(Dataset entries)
################
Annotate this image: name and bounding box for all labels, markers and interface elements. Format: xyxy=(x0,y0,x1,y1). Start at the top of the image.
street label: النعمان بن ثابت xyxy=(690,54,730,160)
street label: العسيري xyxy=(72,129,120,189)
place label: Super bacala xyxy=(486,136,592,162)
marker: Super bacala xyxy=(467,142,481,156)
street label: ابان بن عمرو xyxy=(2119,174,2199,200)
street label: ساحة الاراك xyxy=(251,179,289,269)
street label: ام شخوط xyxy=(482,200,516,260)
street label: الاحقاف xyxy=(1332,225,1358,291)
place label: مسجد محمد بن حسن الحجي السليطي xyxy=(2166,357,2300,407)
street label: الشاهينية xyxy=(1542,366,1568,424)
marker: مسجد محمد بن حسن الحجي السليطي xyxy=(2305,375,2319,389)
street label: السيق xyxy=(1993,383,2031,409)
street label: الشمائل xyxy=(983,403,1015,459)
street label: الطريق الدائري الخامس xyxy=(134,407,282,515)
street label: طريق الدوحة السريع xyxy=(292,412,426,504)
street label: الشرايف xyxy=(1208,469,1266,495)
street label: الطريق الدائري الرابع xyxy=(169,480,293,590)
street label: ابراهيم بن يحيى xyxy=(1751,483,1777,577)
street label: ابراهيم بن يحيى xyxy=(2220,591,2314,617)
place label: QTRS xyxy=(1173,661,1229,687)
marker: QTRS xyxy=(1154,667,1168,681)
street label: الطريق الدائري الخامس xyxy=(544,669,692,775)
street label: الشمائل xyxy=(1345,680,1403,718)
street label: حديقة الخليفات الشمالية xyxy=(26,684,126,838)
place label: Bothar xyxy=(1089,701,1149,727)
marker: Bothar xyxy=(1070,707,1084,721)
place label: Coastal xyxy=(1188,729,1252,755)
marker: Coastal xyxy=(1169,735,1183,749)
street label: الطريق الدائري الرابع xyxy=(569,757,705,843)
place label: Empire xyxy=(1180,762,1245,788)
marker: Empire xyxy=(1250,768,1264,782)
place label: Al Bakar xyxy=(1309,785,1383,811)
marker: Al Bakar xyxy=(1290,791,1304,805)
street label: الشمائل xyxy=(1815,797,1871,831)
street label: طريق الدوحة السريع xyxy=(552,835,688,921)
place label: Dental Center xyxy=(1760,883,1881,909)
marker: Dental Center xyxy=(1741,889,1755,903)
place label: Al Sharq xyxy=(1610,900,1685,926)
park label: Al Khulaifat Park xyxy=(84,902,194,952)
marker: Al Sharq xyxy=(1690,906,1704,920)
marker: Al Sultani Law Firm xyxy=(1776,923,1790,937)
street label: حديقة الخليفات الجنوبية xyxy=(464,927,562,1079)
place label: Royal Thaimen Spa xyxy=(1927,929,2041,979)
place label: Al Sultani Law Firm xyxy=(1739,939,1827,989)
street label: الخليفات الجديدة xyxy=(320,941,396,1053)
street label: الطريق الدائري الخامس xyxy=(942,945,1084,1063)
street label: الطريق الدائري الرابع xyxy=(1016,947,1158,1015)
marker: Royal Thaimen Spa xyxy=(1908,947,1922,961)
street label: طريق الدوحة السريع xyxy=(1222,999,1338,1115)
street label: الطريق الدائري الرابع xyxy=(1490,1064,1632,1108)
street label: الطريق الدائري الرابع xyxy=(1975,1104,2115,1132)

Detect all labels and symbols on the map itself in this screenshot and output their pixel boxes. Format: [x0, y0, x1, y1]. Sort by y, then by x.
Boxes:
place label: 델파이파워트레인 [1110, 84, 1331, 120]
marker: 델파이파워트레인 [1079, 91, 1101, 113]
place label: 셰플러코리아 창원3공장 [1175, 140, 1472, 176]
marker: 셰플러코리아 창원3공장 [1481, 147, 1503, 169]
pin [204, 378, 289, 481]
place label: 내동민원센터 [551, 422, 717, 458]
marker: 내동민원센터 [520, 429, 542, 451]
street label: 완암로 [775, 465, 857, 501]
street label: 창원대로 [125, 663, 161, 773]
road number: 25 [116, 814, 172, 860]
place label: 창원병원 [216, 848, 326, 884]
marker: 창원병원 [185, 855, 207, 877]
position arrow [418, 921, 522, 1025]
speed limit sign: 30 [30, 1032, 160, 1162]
################
— Problem —
Your answer should be the lines of the records that include the word "Bothar".

— Result for this task —
place label: Bothar xyxy=(1089,701,1149,727)
marker: Bothar xyxy=(1070,707,1084,721)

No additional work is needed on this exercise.